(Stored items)
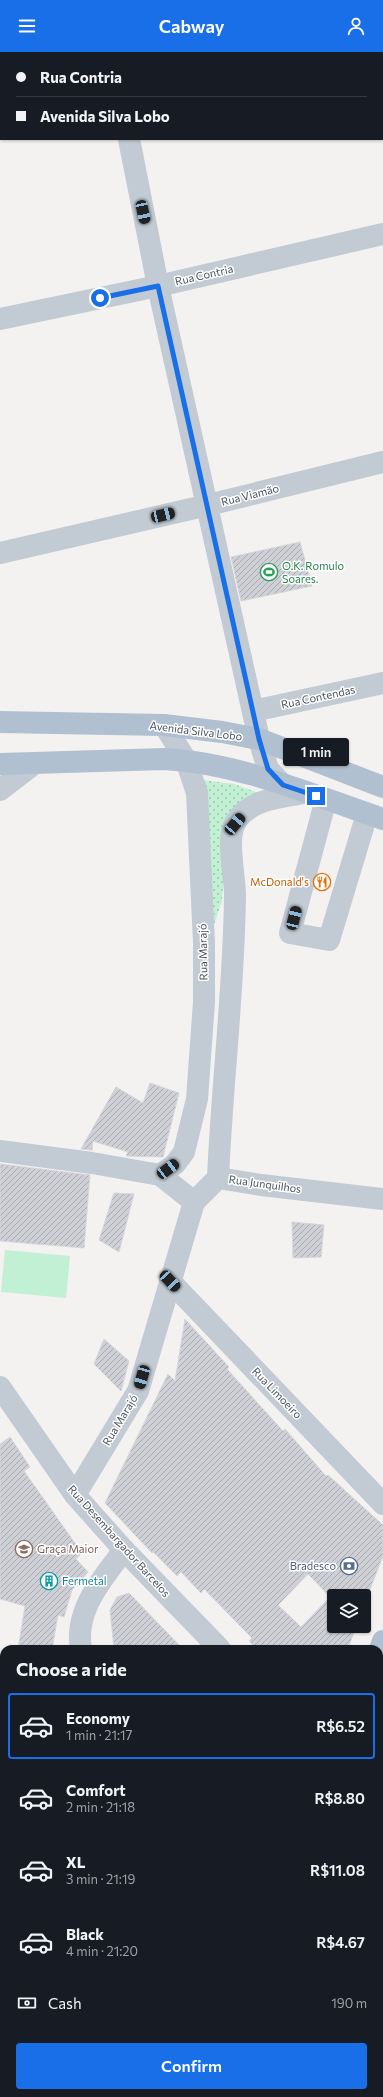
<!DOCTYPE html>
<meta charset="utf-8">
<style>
body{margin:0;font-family:Commissioner,sans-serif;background:#20242c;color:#f1f3f6;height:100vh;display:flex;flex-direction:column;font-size:15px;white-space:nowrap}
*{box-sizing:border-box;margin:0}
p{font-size:13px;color:#9ea1a6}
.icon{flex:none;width:22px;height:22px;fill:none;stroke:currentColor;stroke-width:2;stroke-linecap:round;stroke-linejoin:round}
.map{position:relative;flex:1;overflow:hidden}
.panel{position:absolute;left:0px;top:1593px;width:383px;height:452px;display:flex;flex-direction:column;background:#171b24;border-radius:12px 12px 0 0;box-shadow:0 1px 3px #0004}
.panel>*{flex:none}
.hud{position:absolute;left:0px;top:0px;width:383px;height:88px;box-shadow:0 1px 3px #0004;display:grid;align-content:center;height:88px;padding:0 16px;background:#171b24}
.tools{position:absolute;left:327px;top:1537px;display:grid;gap:8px}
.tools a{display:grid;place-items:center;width:44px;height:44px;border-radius:4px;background:#171b24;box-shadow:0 1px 3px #0004;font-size:20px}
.end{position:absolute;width:18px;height:18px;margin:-9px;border:5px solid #186fe7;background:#fff;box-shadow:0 0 0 2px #fff}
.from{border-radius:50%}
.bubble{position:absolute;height:28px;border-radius:4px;background:#171b24;box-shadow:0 1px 3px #0004;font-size:13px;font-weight:600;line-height:28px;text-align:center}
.car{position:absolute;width:12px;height:24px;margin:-12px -6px;border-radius:5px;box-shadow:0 0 3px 1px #0007;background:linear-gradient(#222 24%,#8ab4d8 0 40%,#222 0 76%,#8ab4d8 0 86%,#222 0)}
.hud b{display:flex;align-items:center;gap:14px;height:38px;font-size:15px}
.hud b+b{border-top:1px solid #363941}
.hud i{width:10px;height:10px;background:#f1f3f6}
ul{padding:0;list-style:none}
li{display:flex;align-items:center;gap:12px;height:66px;margin:0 8px 6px;padding:0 8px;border:2px solid transparent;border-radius:4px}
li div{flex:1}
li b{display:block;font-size:15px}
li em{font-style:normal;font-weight:600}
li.selected{border-color:#186fe7}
li>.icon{width:36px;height:36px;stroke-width:1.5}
h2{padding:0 16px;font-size:18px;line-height:48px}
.pay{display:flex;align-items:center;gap:10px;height:44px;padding:0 16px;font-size:15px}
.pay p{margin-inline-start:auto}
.cta{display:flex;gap:8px;margin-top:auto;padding:8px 16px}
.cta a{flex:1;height:46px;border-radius:4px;background:#186fe7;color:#fff;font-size:16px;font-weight:600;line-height:46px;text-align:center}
header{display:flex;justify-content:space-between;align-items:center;height:52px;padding:0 16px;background:#186fe7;color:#fff;font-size:18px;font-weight:600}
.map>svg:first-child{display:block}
.grass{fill:url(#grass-dots)}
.garden{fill:#c1f0d4}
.building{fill:url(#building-hatch);stroke:#d5d7dd;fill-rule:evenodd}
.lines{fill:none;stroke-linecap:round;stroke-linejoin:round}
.minor{stroke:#c2cbd3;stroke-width:22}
.major{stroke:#b1c0d0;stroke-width:22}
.route{stroke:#186fe7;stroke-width:5}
.labels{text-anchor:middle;stroke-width:3;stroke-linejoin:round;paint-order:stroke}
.street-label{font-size:11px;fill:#49545f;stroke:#fff}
.leisure-label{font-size:11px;fill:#27864d;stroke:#fff;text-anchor:start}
.food-label{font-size:11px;fill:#c56008;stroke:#fff;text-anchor:end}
.education-label{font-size:11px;fill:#785e54;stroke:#fff;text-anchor:start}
.service-label{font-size:11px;fill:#4e5e75;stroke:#fff;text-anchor:end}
.culture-label{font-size:11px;fill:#0d838f;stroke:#fff;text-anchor:start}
</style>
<header><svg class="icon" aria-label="menu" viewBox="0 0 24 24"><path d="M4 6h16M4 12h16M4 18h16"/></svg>Cabway<svg class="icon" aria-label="person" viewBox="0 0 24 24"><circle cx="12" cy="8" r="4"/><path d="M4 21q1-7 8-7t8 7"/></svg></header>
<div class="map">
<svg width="383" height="2045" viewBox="0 0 383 2045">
<defs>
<pattern id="grass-dots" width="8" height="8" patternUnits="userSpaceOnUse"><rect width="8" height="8" fill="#c1f0d4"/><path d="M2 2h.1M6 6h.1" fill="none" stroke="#9fc5af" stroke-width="1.8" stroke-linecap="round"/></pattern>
<pattern id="building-hatch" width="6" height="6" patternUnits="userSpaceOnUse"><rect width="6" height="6" fill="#ced0d6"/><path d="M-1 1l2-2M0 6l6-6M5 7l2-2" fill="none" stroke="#a9abb1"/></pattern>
</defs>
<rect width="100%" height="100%" fill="#f4f1f1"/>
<path class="grass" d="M203 728 234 732 259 741 224 816 222 849 214 873Z"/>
<path class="garden" d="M5 1198 70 1204 66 1246 1 1240Z"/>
<g class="building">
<path d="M300 490 312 534 241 549 231 505Z"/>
<path d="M150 1031 179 1041 163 1105 126 1104 128 1100 93 1089 92 1098 81 1097 116 1035 143 1051Z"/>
<path d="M0 1112 90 1123 84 1196 0 1189Z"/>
<path d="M114 1141 134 1142 119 1200 99 1188Z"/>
<path d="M292 1170 324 1173 321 1205 293 1206Z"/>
<path d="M185 1267 229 1315 227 1317 283 1379 285 1377 326 1424 328 1423 383 1473V1504L364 1553V1544H334V1574H356L348 1597H257L249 1589 252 1586 204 1537 201 1541 181 1520 177 1524 153 1500 152 1501 105 1451 168 1322 175 1329ZM308 1522 330 1545 301 1575 278 1553Z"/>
<path d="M104 1287 129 1309 121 1339 94 1312Z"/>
<path d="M10 1385 30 1415 24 1419 82 1501 76 1507 88 1520 72 1538 64 1565 58 1563 52 1597H18L25 1554 0 1547V1392Z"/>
<path d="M129 1541 183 1597H114L110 1558 117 1545Z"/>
</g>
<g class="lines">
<g class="minor">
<path d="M111 0V1"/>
<path d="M152 1 157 0"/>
<path d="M0 34H1"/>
<path d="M129 87 158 234 259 687 268 717 283 733"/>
<path d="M0 267 158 234 383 182"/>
<path d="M0 501 208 453 383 410"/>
<path d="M253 659 383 631"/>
<path d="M0 738 35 711"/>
<path d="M326 747 290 881 329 888 367 762"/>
<path d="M0 1099 92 1111 160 1123 194 1150"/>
<path d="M160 1123 175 1112 184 1100 197 1047 204 950V891L197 741 186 708 164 673"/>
<path d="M218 1126C222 1032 234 938 235 843 235 824 226 788 235 771 249 747 281 745 305 741"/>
<path d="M170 1229 383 1452"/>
<path d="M0 1335 75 1443 124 1498 220 1597"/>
<path d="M75 1443 138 1339 194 1150 218 1126 261 1133 383 1147"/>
<path d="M81 1597C74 1559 102 1527 124 1498"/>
<path d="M0 1641H4"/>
<path d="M379 1760 383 1764"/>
<path d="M0 1880 4 1879"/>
<path d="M180 2041V2045"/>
</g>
<g class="major">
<path d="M0 670 164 673 222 680 259 687 383 735"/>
<path d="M0 712 164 707C240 711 312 743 383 767"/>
<path d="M379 1600 383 1589"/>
<path d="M379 1736 383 1724"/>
<path d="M379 1798 383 1796"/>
<path d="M272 2045V2041"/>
<path d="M316 2045V2041"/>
</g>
</g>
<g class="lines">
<path class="route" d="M100 246 158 234 259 687 268 717 283 733 316 744"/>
</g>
<defs>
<symbol id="stadium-ring" viewBox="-11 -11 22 22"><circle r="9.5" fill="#fff" stroke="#2e9e5b" stroke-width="1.5"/><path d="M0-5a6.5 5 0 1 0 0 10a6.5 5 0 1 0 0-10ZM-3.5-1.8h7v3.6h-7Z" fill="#2e9e5b"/></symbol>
<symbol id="restaurant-ring" viewBox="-11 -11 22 22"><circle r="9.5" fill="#fff" stroke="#e8710a" stroke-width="1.5"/><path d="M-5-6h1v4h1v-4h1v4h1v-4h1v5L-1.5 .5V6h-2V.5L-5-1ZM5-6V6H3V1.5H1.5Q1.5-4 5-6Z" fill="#e8710a"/></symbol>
<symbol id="school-ring" viewBox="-11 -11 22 22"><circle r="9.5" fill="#fff" stroke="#8d6e63" stroke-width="1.5"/><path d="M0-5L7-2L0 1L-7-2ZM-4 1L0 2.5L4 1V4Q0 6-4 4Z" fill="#8d6e63"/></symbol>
<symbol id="bank-ring" viewBox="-11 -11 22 22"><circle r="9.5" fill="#fff" stroke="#5c6f8a" stroke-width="1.5"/><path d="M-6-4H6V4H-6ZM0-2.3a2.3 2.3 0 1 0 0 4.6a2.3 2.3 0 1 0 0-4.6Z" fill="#5c6f8a"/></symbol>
<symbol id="building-ring" viewBox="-11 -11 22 22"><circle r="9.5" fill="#fff" stroke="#0f9aa8" stroke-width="1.5"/><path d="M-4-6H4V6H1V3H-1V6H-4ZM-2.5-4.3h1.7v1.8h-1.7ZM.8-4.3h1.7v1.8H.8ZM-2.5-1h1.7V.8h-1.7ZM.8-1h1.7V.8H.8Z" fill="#0f9aa8"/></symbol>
</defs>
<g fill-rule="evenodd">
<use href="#stadium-ring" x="259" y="510" width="20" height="20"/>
<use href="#restaurant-ring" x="312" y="820" width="20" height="20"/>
<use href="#school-ring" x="14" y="1487" width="20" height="20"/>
<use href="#bank-ring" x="339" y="1504" width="20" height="20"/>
<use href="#building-ring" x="39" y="1519" width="20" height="20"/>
</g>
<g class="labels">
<g class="street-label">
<text transform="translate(204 223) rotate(-13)" y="4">Rua Contria</text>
<text transform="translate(250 443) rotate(-14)" y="4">Rua Viamão</text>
<text transform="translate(318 645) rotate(-12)" y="4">Rua Contendas</text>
<text transform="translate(196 679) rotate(7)" y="4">Avenida Silva Lobo</text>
<text transform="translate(203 900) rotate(-91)" y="4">Rua Marajó</text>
<text transform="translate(265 1132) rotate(8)" y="4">Rua Junquilhos</text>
<text transform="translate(277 1341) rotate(46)" y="4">Rua Limoeiro</text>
<text transform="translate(120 1368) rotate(-59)" y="4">Rua Marajó</text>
<text transform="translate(119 1489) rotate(48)" y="4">Rua Desembargador Barcelos</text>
</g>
<g class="leisure-label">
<text x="282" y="518">O.K. Romulo<tspan x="282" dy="13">Soares.</tspan></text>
</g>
<g class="food-label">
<text x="309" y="834">McDonald's</text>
</g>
<g class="education-label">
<text x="37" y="1501">Graça Maior</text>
</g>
<g class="service-label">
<text x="336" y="1518">Bradesco</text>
</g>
<g class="culture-label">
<text x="62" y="1533">Fermetal</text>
</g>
</g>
</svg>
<div class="tools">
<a><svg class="icon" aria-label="layers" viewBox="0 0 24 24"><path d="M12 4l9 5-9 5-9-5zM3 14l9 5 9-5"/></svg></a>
</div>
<i class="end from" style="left:100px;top:246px"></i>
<i class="end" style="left:316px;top:744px"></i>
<div class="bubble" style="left:283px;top:686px;width:66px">1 min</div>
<i class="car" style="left:143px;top:160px;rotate:168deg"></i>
<i class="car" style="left:163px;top:463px;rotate:77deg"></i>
<i class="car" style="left:235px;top:772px;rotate:40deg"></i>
<i class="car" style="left:294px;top:866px;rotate:14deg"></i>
<i class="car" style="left:168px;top:1117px;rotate:53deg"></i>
<i class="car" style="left:170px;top:1229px;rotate:137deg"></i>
<i class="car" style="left:142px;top:1325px;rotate:196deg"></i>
<div class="hud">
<b><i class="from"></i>Rua Contria</b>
<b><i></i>Avenida Silva Lobo</b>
</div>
<section class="panel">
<h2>Choose a ride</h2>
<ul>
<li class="selected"><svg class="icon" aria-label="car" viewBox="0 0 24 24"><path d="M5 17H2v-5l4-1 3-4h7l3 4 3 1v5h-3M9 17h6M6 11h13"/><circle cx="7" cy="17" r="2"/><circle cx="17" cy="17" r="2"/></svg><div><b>Economy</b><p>1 min · 21:17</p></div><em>R$6.52</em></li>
<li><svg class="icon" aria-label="car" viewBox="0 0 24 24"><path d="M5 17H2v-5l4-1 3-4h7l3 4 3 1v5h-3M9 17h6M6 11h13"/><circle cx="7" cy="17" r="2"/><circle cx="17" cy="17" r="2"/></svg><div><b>Comfort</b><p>2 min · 21:18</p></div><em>R$8.80</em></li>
<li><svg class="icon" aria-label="car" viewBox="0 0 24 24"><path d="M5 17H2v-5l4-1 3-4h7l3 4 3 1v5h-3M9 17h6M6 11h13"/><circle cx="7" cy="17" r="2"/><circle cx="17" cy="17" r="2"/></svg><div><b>XL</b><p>3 min · 21:19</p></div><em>R$11.08</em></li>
<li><svg class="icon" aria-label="car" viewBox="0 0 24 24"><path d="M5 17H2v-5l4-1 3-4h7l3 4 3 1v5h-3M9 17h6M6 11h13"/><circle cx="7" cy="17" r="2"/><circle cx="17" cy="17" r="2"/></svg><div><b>Black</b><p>4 min · 21:20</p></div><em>R$4.67</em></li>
</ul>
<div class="pay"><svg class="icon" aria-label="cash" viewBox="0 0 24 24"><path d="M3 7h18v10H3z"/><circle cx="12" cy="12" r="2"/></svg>Cash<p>190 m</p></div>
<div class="cta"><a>Confirm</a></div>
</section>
</div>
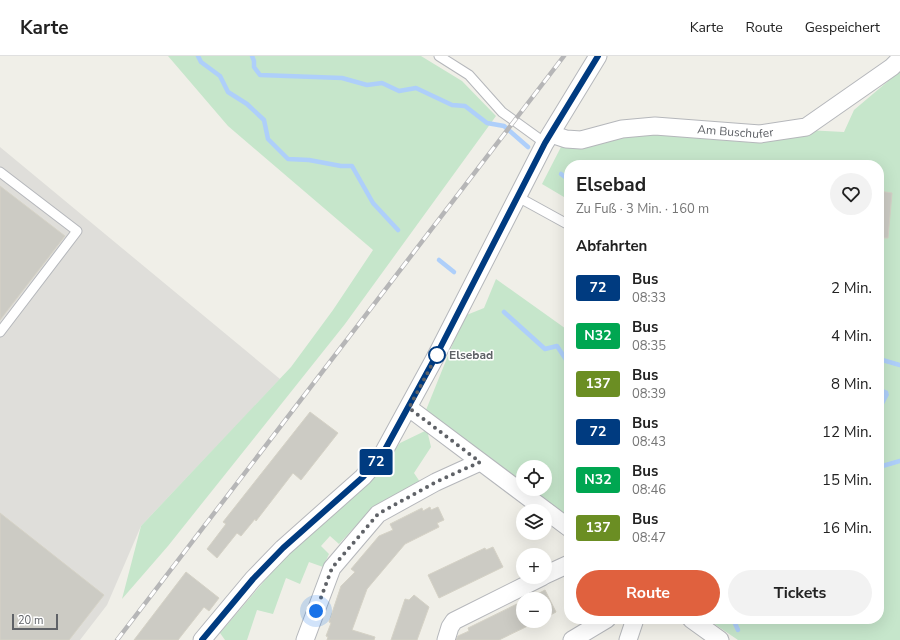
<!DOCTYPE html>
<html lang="de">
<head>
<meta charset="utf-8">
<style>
	:root { --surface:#fff; --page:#f2f2f2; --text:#222; --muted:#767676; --line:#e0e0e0; --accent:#e0613e }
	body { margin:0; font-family:"Nunito Sans",sans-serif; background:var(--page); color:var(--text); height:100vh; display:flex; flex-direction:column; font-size:15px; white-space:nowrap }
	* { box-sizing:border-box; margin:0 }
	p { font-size:13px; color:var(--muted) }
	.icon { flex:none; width:22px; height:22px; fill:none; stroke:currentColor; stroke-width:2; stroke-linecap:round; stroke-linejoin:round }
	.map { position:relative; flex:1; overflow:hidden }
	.panel { position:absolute; left:564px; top:104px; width:320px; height:464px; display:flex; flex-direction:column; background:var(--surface); border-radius:16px; box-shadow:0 4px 16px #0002 }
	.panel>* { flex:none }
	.badge { padding:0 8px; border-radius:3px; font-size:14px; line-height:26px }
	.controls { position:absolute; left:516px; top:404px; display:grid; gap:8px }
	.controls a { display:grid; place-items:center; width:36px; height:36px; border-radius:50%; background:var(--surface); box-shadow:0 4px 16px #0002; font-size:20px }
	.scale { position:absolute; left:12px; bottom:10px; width:46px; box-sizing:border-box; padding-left:4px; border:2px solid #5f6267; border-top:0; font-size:11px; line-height:14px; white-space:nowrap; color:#5f6267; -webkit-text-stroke:3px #fff; paint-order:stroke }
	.you { position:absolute; width:20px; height:20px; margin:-10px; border:3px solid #fff; border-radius:50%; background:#1a73e8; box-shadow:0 0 0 6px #1a73e833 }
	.map>.badge { position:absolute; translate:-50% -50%; box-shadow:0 0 0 2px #fff }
	h2 { padding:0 12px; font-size:15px; line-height:36px }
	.round { display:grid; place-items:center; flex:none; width:42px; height:42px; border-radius:21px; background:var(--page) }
	.headline { display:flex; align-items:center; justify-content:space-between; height:68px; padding:0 12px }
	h1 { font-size:19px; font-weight:700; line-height:30px }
	.action { display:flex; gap:8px; margin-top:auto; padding:8px 12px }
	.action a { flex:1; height:46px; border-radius:24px; background:var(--accent); color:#fff; font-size:16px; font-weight:700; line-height:46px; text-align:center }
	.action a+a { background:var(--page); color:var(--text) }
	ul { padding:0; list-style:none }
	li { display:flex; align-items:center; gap:12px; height:48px; padding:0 12px }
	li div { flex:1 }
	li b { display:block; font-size:15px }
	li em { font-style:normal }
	li .badge { min-width:44px; font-weight:700; text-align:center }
	header { display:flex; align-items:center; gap:24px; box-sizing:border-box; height:56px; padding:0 20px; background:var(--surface); border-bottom:1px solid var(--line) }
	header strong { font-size:19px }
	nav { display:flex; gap:22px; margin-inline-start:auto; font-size:14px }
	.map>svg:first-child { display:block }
	.industrial { fill:#dfdeda }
	.green { fill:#c6e6cb; fill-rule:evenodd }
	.water { fill:#aecffa }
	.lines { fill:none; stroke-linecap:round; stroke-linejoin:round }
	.stream { stroke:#aecffa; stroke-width:4.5 }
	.building { fill:#cccbc4; stroke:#d5d2c6 }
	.lane-casing { stroke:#b5b7bb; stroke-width:11 }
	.street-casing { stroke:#b5b7bb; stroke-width:19 }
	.lane { stroke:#fff; stroke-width:9 }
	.street { stroke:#fff; stroke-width:17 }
	.rail-casing { stroke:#b6b6b7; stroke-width:4.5 }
	.rail { stroke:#fff; stroke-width:3; stroke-dasharray:9; stroke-linecap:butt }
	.line-casing { stroke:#fff; stroke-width:9 }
	.line { stroke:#003b80; stroke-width:6 }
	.walk { stroke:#5f6267; stroke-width:4; stroke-dasharray:0 7.2 }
	.stop-dot { fill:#fff; stroke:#003b80; stroke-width:2 }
	.labels { text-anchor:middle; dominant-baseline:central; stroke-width:3; stroke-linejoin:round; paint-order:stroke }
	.street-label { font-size:12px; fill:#5f6267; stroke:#fff }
	.stop-label { font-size:12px; font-weight:bold; fill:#5f6267; stroke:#fff; text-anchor:start }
</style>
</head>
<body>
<header>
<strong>Karte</strong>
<nav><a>Karte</a><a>Route</a><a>Gespeichert</a></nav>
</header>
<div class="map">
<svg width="900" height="584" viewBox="0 0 900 584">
	<rect width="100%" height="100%" fill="#f0efe8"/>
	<!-- industrial -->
	<path class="industrial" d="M0 91 280 323 141 470 107 549 80 584H0Z"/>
	<!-- green -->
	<g class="green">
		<path d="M168 0H421L462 25 496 60 345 268 168 490 122 543 141 470 291 311 333 254 373 194 228 70Z"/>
		<path d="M900 15V584H738L707 563H879V109H569V144L542 128 562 89 607 85 658 76 705 83 760 87 806 74 844 76 854 54Z"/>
		<path d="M496 223 569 275V468L424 359 464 260 484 252ZM523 411H545V433H523Z"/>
		<path d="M427 374 431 391 414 417 420 426 374 450 339 488 330 480 321 490 329 498 323 511 309 506 300 528 286 522 273 558 257 554 247 584H225L220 577 283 503 365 429 400 387Z"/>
	</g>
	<!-- water -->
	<path class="water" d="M879 331 888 335 889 339 881 354 883 358 879 365Z"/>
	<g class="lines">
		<!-- stream -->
		<g class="stream">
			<path d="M198 0 201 6 220 20 228 36 247 48 264 64 268 83 288 103 309 104 341 110H352L373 147 398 174"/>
			<path d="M252 0 254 5V11L260 19 342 22 367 29 382 27 399 35 416 32 452 49 465 50 487 67 504 70 528 91"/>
			<path d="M561 118 569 124"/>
			<path d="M439 204 454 216"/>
			<path d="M504 256 545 293 557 290 569 308"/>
			<path d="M879 303 900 309"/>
			<path d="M879 411 900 405"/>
			<path d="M733 563 738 574"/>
		</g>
	</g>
	<!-- building -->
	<g class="building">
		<path d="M0 130 65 180 0 264Z"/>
		<path d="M879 135 892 137 888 182H879Z"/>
		<path d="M310 356 338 377 301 424 293 417 256 465 255 463 241 480 237 477 217 502 207 493 226 468 223 466Z"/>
		<path d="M430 451 431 454 438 451 444 464 437 467 439 471 405 488 367 533 352 574 375 581 374 584H327L328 581 326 580 331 567 329 566 341 530 355 516 351 513 379 480 393 474 390 468 422 452 423 455Z"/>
		<path d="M0 457 104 539 69 584H0Z"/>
		<path d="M493 491 503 511 439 542 428 519 485 492 486 494Z"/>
		<path d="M186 516 219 542 209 555 204 551 178 584H134Z"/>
		<path d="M545 534 556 556 545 562V543H528Z"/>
		<path d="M414 539 429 551 417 584H391L405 543 409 544Z"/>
		<path d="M523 545V565H538L499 584H456L458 580 469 575 468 572Z"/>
	</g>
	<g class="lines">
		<!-- lane casing -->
		<g class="lane-casing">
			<g id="lane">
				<path d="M439 0 469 19 502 56 545 87"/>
				<path d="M0 116 77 175 0 276"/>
				<path d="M518 141 569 169"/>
			</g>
		</g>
		<!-- street casing -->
		<g class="street-casing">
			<g id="street">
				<path id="s1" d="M551 78 566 83 581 84 622 73 655 70 760 78 806 71 892 11 900 3"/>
				<path d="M409 352 569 472"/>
				<path d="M545 519 569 508"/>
				<path d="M691 563 720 584"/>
				<path d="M202 584 253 523 283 492 363 421 382 399 436 300 545 87 598 0"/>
				<path d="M305 584 332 512 378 458 436 426 480 406"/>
				<path d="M446 584 450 571 454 565 542 521"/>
				<path d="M572 584 607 563"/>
				<path d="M628 584 635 563"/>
			</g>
		</g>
		<!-- lane -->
		<use href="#lane" class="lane"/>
		<!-- street -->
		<use href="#street" class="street"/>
		<!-- rail casing -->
		<g class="rail-casing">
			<path id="rail" d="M117 584 564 0"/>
		</g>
		<!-- rail -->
		<use href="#rail" class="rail"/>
	</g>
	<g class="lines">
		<!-- line casing -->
		<g class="line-casing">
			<path id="line" d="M202 584 253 523 283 492 363 421 382 399 436 300 545 87 598 0"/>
		</g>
		<!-- line -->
		<use href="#line" class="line"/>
		<!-- walk -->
		<path class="walk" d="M316 555 332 512 378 458 436 426 480 406 409 352 437 299"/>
	</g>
	<!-- markers -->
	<circle class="stop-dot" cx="437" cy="299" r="8"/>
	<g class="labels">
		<!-- street labels -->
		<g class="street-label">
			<text stroke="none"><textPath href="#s1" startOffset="187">Am Buschufer</textPath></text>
		</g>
		<!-- stop labels -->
		<g class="stop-label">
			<text x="449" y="299">Elsebad</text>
		</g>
	</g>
</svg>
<div class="controls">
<a><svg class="icon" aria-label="locate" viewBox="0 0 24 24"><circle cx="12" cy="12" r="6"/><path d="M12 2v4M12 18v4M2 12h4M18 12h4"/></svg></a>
<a><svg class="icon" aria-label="layers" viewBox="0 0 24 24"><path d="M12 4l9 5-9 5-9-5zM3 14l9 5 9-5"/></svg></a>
<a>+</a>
<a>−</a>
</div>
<div class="scale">20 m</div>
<div class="you" style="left:316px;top:555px"></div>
<b class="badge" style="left:376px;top:406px;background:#003b80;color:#fff">72</b>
<section class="panel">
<div class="headline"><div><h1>Elsebad</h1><p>Zu Fuß · 3 Min. · 160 m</p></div><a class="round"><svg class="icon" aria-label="heart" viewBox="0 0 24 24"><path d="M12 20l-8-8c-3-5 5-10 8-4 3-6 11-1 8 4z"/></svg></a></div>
<h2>Abfahrten</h2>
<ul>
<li><span class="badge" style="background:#003b80;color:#fff">72</span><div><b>Bus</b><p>08:33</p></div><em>2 Min.</em></li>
<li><span class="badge" style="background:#00a651;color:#fff">N32</span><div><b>Bus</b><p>08:35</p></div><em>4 Min.</em></li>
<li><span class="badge" style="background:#6b8e23;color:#fff">137</span><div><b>Bus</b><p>08:39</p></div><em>8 Min.</em></li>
<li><span class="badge" style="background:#003b80;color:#fff">72</span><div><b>Bus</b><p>08:43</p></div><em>12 Min.</em></li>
<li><span class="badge" style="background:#00a651;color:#fff">N32</span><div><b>Bus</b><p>08:46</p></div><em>15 Min.</em></li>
<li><span class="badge" style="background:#6b8e23;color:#fff">137</span><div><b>Bus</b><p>08:47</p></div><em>16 Min.</em></li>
</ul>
<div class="action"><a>Route</a><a>Tickets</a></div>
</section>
</div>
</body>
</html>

*Exercise details*
Copy all lines of the records that have the string "list" in them.

*Response*
ul{padding:0;list-style:none}
	ul { padding:0; list-style:none }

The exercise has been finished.